La semaine dernière, dans Le Soir, deux articles ont été publiés sur la thématique du génocide. Le premier article concernait le rapport sur les massacres de Hutus entre 1996 et 1998 au Congo (1). Colette Braeckman relate qu’une enquête a été menée par les Nations unies à propos des crimes de guerre et des crimes contre l’humanité commis au Congo durant cette période. « Les enquêteurs se sont particulièrement attachés à recueillir des témoignages sur la manière dont les troupes de l’AFDL (Alliance des forces démocratiques pour la libération du Congo) démantelèrent les camps de réfugiés hutus et pourchassèrent jusque dans la province de l’Equateur les dizaines de milliers de réfugiés qui n’avaient pas pu ou pas voulu rentrer au Rwanda » (2).

Deux jours plus tard, une chronique littéraire (3) était publiée dans ce même journal sur le nouveau livre de Yann Martel, Béatrice et Virgile, qui raconte une version animalière de la Shoah. Ce livre suscitant beaucoup de remous, Le Soir titrait à sa une : « Polémique autour d’une Shoah animalière ». Un tel titre inspirait la curiosité…

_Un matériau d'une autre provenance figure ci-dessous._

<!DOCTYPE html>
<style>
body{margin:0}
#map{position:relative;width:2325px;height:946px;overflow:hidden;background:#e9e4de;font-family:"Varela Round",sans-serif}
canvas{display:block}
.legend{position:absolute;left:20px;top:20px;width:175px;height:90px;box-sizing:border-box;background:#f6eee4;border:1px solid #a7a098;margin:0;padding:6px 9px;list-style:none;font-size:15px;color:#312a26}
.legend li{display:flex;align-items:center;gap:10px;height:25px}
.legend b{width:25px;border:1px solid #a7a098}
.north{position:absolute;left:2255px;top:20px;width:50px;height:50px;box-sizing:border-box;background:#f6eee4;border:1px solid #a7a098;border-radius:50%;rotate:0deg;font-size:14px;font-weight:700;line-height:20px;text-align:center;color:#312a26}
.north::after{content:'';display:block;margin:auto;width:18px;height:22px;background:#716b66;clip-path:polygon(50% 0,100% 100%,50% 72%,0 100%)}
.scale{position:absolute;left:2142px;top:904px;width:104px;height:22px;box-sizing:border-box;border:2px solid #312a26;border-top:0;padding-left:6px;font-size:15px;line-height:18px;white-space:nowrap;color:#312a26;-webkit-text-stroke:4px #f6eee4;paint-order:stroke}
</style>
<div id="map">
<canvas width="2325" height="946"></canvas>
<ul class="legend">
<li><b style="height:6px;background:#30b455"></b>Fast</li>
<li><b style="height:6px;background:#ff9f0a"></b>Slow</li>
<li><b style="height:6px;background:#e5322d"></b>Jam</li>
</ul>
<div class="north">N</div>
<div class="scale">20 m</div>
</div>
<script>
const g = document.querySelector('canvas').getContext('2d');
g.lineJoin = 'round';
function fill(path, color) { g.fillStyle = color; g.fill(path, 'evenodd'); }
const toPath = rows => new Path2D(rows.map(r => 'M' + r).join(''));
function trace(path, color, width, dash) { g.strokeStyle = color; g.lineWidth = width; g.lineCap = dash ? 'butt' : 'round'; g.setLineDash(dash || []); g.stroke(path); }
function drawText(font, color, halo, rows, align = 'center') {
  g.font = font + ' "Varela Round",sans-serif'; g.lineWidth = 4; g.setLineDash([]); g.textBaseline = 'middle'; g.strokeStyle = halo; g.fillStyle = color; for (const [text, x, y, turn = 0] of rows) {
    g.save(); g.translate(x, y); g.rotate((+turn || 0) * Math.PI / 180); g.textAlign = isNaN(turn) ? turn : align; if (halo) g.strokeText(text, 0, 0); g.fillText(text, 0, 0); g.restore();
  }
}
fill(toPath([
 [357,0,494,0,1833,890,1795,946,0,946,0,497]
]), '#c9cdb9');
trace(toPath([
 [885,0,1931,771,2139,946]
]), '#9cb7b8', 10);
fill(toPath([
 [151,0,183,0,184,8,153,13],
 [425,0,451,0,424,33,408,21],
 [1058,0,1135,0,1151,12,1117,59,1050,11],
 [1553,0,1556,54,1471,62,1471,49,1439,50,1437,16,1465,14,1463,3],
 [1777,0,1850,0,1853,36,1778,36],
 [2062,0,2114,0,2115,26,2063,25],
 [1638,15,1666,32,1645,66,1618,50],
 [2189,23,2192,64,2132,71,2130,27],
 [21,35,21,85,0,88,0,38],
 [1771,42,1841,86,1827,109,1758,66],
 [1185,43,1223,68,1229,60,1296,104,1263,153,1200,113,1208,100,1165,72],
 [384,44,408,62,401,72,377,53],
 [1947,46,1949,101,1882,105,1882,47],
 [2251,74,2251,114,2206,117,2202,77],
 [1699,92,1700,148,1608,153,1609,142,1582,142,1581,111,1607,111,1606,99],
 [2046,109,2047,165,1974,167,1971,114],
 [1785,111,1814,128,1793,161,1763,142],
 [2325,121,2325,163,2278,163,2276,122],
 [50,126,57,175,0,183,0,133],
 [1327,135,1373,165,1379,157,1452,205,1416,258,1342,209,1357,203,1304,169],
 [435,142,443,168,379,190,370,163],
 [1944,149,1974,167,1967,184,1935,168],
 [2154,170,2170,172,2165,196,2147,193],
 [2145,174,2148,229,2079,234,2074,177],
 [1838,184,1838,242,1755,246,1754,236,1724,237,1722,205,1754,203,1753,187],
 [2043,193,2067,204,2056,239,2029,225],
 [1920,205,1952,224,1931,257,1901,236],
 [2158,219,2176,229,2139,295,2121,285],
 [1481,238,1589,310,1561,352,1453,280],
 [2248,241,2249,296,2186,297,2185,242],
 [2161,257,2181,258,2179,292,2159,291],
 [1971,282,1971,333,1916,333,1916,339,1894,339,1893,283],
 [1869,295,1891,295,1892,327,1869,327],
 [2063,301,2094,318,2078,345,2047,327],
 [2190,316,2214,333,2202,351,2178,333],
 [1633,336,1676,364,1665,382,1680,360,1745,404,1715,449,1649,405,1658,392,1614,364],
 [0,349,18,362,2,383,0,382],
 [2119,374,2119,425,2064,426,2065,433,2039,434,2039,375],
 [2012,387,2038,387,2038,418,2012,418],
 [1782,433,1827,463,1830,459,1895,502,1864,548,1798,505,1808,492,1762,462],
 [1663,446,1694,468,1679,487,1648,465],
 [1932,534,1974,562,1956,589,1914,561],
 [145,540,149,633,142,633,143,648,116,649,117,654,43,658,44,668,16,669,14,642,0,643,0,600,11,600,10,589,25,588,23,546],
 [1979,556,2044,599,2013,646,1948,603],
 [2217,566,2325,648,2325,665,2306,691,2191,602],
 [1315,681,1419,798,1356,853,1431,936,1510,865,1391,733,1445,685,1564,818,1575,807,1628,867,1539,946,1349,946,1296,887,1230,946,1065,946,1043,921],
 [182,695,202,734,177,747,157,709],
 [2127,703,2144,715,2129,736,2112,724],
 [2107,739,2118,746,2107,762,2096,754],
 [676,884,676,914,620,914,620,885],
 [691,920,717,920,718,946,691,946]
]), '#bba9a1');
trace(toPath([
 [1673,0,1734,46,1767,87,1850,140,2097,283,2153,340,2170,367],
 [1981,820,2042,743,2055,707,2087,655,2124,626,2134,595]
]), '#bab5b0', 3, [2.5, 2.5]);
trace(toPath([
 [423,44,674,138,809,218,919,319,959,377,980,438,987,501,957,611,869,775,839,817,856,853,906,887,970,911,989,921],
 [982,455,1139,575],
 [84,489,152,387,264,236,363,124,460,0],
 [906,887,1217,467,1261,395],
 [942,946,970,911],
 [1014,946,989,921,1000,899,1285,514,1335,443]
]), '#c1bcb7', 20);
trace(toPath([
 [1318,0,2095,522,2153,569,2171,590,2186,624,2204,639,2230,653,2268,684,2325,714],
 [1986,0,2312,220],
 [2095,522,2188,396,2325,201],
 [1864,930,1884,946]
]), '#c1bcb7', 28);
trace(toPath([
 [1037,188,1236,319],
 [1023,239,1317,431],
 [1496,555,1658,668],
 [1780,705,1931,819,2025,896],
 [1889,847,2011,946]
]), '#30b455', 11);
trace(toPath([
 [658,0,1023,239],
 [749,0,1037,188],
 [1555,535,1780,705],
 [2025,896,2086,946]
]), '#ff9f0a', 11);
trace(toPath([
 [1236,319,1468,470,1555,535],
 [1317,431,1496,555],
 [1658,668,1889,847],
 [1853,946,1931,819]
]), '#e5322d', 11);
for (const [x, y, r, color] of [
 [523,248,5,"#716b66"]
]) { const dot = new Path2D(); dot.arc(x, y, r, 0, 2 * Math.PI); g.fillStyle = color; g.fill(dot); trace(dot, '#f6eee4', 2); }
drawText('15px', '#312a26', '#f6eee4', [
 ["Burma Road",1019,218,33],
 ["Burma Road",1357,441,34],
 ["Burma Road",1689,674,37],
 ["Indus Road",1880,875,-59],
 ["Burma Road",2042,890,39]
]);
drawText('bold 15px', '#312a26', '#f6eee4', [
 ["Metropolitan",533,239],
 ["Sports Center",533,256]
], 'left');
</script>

Ces deux articles permettent de revenir brièvement sur le concept de génocide. En effet, depuis de nombreuses années, le concept de génocide est régulièrement mobilisé, surtout dans la presse pour qualifier de multiples situations : cela va du génocide commis par les nazis au génocide des baleines, en passant au génocide lié au sida. On le sait, le concept de génocide est fluctuant en fonction des disciplines scientifiques. Ainsi, le concept juridique de génocide ne recouvre pas le concept sociologique ou historique.

Tentons une courte lecture croisée entre le concept juridique (4) et une approche sociologique développée par Frank Chalk et Kurt Jonasshon (5). De ces deux approches, quatre éléments pourraient être retenus afin de constituer des pistes de réflexion quant au terme de génocide.

Le premier élément concerne les actes de type criminel (6). La Convention pour la prévention et la répression du crime de génocide de 1948 en présente certains, comme le meurtre de membres du groupe ou l’atteinte grave à leur intégrité physique ou mentale. Ces actes criminels sont entendus d’une manière unilatérale car le groupe des victimes n’a pas « la machinerie militaire » pour se défendre (7).

Le second élément est l’auteur de ces actes qui, selon Frank Chalk et Kurt Jonasshon est un État ou une autre autorité (afin d’englober des autorités locales, par exemple).

Troisième élément : le groupe visé. Alors que la Convention de 1948 est assez restrictive, de nombreux sociologues offrent une définition inclusive du concept de groupe afin d’y inclure un plus grand nombre de groupes (8).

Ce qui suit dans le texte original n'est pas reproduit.